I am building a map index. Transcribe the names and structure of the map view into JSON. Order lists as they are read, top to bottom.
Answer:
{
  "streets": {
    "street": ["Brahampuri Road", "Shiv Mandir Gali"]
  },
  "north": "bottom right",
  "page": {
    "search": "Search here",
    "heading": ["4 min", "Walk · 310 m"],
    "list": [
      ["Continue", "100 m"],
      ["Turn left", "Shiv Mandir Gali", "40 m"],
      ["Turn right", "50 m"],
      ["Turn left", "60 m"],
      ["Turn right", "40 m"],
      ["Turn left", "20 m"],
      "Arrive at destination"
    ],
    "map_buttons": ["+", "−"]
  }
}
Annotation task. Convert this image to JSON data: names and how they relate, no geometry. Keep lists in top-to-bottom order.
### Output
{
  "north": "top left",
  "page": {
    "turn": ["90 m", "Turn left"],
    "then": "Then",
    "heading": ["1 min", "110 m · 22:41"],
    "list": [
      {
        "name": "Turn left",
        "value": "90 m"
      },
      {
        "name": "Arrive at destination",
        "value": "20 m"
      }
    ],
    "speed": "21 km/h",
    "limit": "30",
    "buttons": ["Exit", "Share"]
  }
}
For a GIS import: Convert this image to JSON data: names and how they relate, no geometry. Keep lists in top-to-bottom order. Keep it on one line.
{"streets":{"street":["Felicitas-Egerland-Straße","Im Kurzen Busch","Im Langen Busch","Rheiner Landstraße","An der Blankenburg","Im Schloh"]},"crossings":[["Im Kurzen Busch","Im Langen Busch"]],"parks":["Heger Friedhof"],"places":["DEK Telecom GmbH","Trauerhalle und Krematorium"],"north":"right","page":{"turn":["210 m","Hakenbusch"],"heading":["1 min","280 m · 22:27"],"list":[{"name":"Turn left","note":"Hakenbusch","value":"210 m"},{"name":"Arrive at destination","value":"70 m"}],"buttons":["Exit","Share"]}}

> _WHAT IS EXPECTED_: Return the records in full. Omit nothing.

> _SOLUTION TO THE PROBLEM_:
I am building a map index. Transcribe the names and structure of the map view into JSON. Order lists as they are read, top to bottom.
Answer:
{
  "streets": {
    "street": ["Brahampuri Road", "Shiv Mandir Gali"]
  },
  "north": "bottom right",
  "page": {
    "search": "Search here",
    "heading": ["4 min", "Walk · 310 m"],
    "list": [
      ["Continue", "100 m"],
      ["Turn left", "Shiv Mandir Gali", "40 m"],
      ["Turn right", "50 m"],
      ["Turn left", "60 m"],
      ["Turn right", "40 m"],
      ["Turn left", "20 m"],
      "Arrive at destination"
    ],
    "map_buttons": ["+", "−"]
  }
}
Annotation task. Convert this image to JSON data: names and how they relate, no geometry. Keep lists in top-to-bottom order.
### Output
{
  "north": "top left",
  "page": {
    "turn": ["90 m", "Turn left"],
    "then": "Then",
    "heading": ["1 min", "110 m · 22:41"],
    "list": [
      {
        "name": "Turn left",
        "value": "90 m"
      },
      {
        "name": "Arrive at destination",
        "value": "20 m"
      }
    ],
    "speed": "21 km/h",
    "limit": "30",
    "buttons": ["Exit", "Share"]
  }
}
For a GIS import: Convert this image to JSON data: names and how they relate, no geometry. Keep lists in top-to-bottom order. Keep it on one line.
{"streets":{"street":["Felicitas-Egerland-Straße","Im Kurzen Busch","Im Langen Busch","Rheiner Landstraße","An der Blankenburg","Im Schloh"]},"crossings":[["Im Kurzen Busch","Im Langen Busch"]],"parks":["Heger Friedhof"],"places":["DEK Telecom GmbH","Trauerhalle und Krematorium"],"north":"right","page":{"turn":["210 m","Hakenbusch"],"heading":["1 min","280 m · 22:27"],"list":[{"name":"Turn left","note":"Hakenbusch","value":"210 m"},{"name":"Arrive at destination","value":"70 m"}],"buttons":["Exit","Share"]}}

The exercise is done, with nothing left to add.